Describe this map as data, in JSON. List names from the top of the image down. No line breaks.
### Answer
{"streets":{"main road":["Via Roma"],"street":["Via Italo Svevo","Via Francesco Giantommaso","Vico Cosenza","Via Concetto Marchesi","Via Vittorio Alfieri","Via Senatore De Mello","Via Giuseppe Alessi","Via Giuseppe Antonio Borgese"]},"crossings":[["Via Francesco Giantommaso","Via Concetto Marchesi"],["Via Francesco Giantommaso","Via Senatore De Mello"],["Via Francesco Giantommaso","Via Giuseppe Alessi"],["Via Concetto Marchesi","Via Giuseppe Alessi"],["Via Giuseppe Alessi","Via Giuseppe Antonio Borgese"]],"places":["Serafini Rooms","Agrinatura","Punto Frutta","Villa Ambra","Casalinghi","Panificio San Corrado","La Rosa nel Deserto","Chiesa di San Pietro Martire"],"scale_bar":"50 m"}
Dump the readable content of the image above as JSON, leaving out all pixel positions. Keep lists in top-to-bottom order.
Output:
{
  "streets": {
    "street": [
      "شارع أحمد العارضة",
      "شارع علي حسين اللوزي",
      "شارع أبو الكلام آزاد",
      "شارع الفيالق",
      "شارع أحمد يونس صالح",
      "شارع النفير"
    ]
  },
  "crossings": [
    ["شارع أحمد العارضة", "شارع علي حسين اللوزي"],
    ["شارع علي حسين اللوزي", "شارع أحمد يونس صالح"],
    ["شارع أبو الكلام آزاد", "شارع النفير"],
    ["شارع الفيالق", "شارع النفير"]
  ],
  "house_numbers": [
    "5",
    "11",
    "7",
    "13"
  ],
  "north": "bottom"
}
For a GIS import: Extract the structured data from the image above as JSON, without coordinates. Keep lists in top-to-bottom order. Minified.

PROBLEM DESCRIPTION:
Every line of the listing is to be returned unchanged.

WORKED SOLUTION:
Describe this map as data, in JSON. List names from the top of the image down. No line breaks.
### Answer
{"streets":{"main road":["Via Roma"],"street":["Via Italo Svevo","Via Francesco Giantommaso","Vico Cosenza","Via Concetto Marchesi","Via Vittorio Alfieri","Via Senatore De Mello","Via Giuseppe Alessi","Via Giuseppe Antonio Borgese"]},"crossings":[["Via Francesco Giantommaso","Via Concetto Marchesi"],["Via Francesco Giantommaso","Via Senatore De Mello"],["Via Francesco Giantommaso","Via Giuseppe Alessi"],["Via Concetto Marchesi","Via Giuseppe Alessi"],["Via Giuseppe Alessi","Via Giuseppe Antonio Borgese"]],"places":["Serafini Rooms","Agrinatura","Punto Frutta","Villa Ambra","Casalinghi","Panificio San Corrado","La Rosa nel Deserto","Chiesa di San Pietro Martire"],"scale_bar":"50 m"}
Dump the readable content of the image above as JSON, leaving out all pixel positions. Keep lists in top-to-bottom order.
Output:
{
  "streets": {
    "street": [
      "شارع أحمد العارضة",
      "شارع علي حسين اللوزي",
      "شارع أبو الكلام آزاد",
      "شارع الفيالق",
      "شارع أحمد يونس صالح",
      "شارع النفير"
    ]
  },
  "crossings": [
    ["شارع أحمد العارضة", "شارع علي حسين اللوزي"],
    ["شارع علي حسين اللوزي", "شارع أحمد يونس صالح"],
    ["شارع أبو الكلام آزاد", "شارع النفير"],
    ["شارع الفيالق", "شارع النفير"]
  ],
  "house_numbers": [
    "5",
    "11",
    "7",
    "13"
  ],
  "north": "bottom"
}
For a GIS import: Extract the structured data from the image above as JSON, without coordinates. Keep lists in top-to-bottom order. Minified.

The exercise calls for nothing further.